Being mundane, day-to-day matters an accurate accounting of living expenses is often neglected in cases of divorce. Once you begin to tally everything though those expenses can mount very quickly and take you by surprise. The other side of that same coin, however, is that your spouse may tend to be overly aggressive when calculating their expenses in order to paint the darkest picture possible of their disposable income.
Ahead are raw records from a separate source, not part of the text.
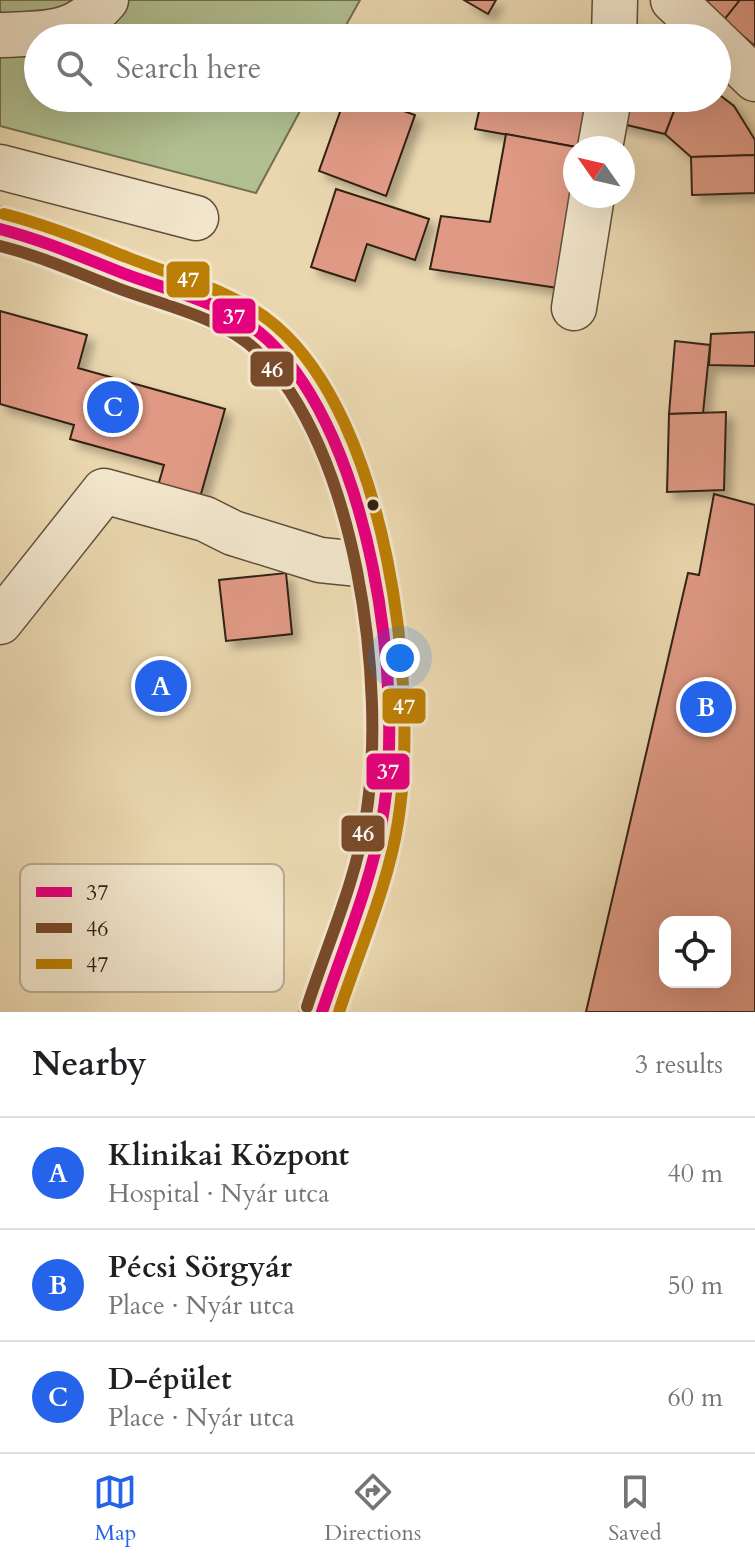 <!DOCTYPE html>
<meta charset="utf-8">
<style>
:root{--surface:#fff;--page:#f2f2f2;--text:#202124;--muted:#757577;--line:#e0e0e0;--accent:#2563eb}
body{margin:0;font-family:Cardo,serif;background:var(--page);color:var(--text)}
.controls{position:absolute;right:24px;bottom:24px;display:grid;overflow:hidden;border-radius:16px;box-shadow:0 8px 32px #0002}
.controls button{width:72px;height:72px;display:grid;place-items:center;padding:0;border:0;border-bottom:2px solid var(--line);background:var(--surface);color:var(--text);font:40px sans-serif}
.compass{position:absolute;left:563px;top:136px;width:72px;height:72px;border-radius:50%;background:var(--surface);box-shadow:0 8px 32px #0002;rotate:304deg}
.you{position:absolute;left:400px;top:658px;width:28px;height:28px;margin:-20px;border:6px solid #fff;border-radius:50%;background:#1a73e8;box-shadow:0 0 0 12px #1a73e833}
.badge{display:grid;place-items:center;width:52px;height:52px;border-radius:50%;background:var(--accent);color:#fff;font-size:26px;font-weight:700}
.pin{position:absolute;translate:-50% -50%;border:4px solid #fff;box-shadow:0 2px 8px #0006}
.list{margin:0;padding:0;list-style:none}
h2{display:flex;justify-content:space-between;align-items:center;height:104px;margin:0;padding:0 32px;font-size:34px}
h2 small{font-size:26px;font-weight:400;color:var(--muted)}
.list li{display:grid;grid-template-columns:52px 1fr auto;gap:24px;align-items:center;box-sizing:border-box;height:112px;padding:0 32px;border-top:2px solid var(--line)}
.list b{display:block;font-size:30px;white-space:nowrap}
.list p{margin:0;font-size:26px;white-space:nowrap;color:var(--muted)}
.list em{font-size:26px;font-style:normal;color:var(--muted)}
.icon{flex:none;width:44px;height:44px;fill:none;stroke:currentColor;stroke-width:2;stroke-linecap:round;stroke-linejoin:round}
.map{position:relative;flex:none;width:755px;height:1012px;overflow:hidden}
.search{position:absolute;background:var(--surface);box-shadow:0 8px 32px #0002;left:24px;right:24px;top:24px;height:88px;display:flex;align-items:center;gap:20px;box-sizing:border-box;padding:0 28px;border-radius:44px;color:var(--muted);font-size:30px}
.sheet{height:440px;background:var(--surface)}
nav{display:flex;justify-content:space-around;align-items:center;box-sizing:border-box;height:112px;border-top:2px solid var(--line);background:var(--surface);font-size:22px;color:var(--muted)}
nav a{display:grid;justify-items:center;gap:4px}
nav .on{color:var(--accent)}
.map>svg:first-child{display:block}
.park{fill:#b1bf90;stroke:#727052;stroke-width:2}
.building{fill:#df9984;stroke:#322213;stroke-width:2;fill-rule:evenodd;filter:url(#shadow)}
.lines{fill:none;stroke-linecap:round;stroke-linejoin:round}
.minor-casing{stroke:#604f3a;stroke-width:47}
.minor{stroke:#f1e5cb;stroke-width:44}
.bus-1-casing{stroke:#f1e5cb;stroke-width:18}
.bus-2-casing{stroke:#f1e5cb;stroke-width:18}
.bus-3-casing{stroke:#f1e5cb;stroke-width:18}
.bus-1{stroke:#e5007d;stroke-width:12}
.bus-2{stroke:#7a4b2a;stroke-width:12}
.bus-3{stroke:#bc7e06;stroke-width:12}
.bus-dot{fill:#322213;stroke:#f1e5cb;stroke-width:3}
.key{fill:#f1e5cb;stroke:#b8aa94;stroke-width:2}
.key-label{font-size:22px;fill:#322213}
.line-badge{stroke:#f1e5cb;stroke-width:3}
.badge-label{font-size:22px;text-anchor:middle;font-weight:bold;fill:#fff}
</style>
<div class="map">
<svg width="755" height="1012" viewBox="0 0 755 1012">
<defs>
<filter id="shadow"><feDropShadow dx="7" dy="7" stdDeviation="4" flood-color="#0004"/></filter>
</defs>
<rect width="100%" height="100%" fill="#ead7af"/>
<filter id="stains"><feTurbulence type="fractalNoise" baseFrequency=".0025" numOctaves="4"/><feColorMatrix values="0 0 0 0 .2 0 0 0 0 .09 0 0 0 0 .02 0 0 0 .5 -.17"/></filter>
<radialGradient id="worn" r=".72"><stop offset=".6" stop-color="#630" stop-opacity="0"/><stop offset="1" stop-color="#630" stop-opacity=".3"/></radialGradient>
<polygon class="park" points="0,0 360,0 339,38 38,38 38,98 307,98 256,193 0,126"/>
<g class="building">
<polygon points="464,0 496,0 488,14"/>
<polygon points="703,0 740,0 724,20"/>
<polygon points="740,0 755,0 755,46 724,20"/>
<polygon points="630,18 652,38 627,38"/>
<polygon points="717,93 734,106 755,140 755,155 691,157 665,134 679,98 717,98"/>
<polygon points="345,98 367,98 415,115 386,196 319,171"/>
<polygon points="482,98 593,98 582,148 475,129"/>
<polygon points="618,98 679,98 665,134 614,122"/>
<polygon points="506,134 581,148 575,148 575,191 558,288 430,269 441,216 490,222"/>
<polygon points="755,155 755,193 692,195 691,157"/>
<polygon points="336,189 429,219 415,260 367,244 355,281 311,267"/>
<polygon points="0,311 87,335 78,368 225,409 199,501 157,489 164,465 70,439 74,425 0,404"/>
<polygon points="755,332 755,366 709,365 711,334"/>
<polygon points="675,341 710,345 703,413 669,414"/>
<polygon points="726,412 724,490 667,492 669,414"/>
<path d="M 714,494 L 755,505 L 755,1012 L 586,1012 L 688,573 L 699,575 ZM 665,922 L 725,922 L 725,982 L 665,982 Z"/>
<polygon points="286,573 292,634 226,641 219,580"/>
</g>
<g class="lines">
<g class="minor-casing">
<g id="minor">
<polyline points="673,0 713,38"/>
<path d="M 0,35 C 46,33 74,37 106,0"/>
<polyline points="614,38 615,0"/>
<polyline points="717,42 755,79"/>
<polyline points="600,148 609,98"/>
<polyline points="0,167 196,218"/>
<path d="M 0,229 C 43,239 84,258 125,274 C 172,292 230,306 268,340 C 367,428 408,696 382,821 C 370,881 341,952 322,1012"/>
<polyline points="574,308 592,196"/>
<polyline points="0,622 104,491 205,519 233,533 320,560 369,565"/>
</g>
</g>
<use href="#minor" class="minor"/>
<g class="bus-1-casing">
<path id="bus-1" d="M 0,229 C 43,240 84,258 125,274 C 173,292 230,304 268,340 C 371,438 406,686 382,821 C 370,886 343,949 322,1012"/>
</g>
<g class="bus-2-casing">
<path id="bus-2" d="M 0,246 C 41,256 80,274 120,289 C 165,306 221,317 257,351 C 357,448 387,685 366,816 C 356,881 327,945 307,1007"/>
</g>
<g class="bus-3-casing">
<path id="bus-3" d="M 4,214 C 47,225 88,242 129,258 C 179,278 234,290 276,326 C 387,421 420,685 398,822 C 388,887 359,950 339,1012"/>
</g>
<use href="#bus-1" class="bus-1"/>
<use href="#bus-2" class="bus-2"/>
<use href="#bus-3" class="bus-3"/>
</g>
<circle class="bus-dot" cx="373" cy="505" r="7"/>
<rect x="20" y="864" width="264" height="128" rx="12" class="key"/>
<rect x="36" y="887" width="36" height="10" fill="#e5007d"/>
<rect x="36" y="923" width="36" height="10" fill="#7a4b2a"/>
<rect x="36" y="959" width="36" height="10" fill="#bc7e06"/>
<g class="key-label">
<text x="86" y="900">37</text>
<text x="86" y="936">46</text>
<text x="86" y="972">47</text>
</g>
<g class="line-badge">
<rect x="165" y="260" width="46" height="39" rx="8" fill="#bc7e06"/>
<rect x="211" y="297" width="46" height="38" rx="8" fill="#e5007d"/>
<rect x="249" y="350" width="46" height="38" rx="8" fill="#7a4b2a"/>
<rect x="381" y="687" width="46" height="38" rx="8" fill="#bc7e06"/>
<rect x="365" y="752" width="46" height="39" rx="8" fill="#e5007d"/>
<rect x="340" y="814" width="46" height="39" rx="8" fill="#7a4b2a"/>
</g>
<g class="badge-label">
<text x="188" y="287">47</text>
<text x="234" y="324">37</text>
<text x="272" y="377">46</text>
<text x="404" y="714">47</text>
<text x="388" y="779">37</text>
<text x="363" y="841">46</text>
</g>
<rect width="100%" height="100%" filter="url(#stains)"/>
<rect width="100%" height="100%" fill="url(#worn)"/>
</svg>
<div class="controls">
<button><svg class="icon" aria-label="locate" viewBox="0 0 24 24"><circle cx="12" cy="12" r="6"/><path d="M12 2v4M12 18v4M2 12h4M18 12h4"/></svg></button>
</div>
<svg class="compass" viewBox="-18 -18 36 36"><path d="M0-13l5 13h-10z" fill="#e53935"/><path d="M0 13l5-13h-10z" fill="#757577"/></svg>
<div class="you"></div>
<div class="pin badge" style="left:161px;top:686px">A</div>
<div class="pin badge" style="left:706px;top:707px">B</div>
<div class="pin badge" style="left:113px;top:407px">C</div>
<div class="search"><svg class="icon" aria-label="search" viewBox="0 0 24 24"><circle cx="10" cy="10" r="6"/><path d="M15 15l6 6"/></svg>Search here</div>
</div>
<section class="sheet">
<h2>Nearby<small>3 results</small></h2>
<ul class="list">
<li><span class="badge">A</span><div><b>Klinikai Központ</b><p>Hospital · Nyár utca</p></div><em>40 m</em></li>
<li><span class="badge">B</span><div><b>Pécsi Sörgyár</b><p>Place · Nyár utca</p></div><em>50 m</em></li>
<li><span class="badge">C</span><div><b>D-épület</b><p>Place · Nyár utca</p></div><em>60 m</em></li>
</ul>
</section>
<nav>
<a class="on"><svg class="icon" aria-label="map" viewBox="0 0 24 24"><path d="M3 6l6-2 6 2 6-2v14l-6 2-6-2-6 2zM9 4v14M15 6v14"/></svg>Map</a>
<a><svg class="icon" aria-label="directions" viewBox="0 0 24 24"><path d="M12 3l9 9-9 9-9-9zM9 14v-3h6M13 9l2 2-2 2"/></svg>Directions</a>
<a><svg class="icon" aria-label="saved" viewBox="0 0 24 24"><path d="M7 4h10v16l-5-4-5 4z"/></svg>Saved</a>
</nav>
Not only do you need to take everything on which you spend money into consideration (don’t forget such things as clothing allowances and a cost per mile for automobile maintenance) but such things as inflation and no longer receiving discounts given to married couples for such necessities as insurance. Essentially any necessary goods or services on which money must be spent on a regular basis can generally be included under the heading of “living expense”. Keep in mind that, while the definition of ‘necessities” may be open to interpretation, the court of the final arbiter. While a gym membership may certainly be considered a reasonable living expense in order to maintain your health, daily massages and regular trips to Club Med may not fall under that umbrella in the eyes of the court.

As always, every situation is unique.  This series is intended to “start the thinking process” to take emotive choices out of a hard situation.  Everyone’s situation is different, and this is not intended as legal advice.  Please, speak to a divorce attorney prior to making any decisions, especially decisions based on a simple blog post.   There are many mitigating factors that will go into the final divorce decree.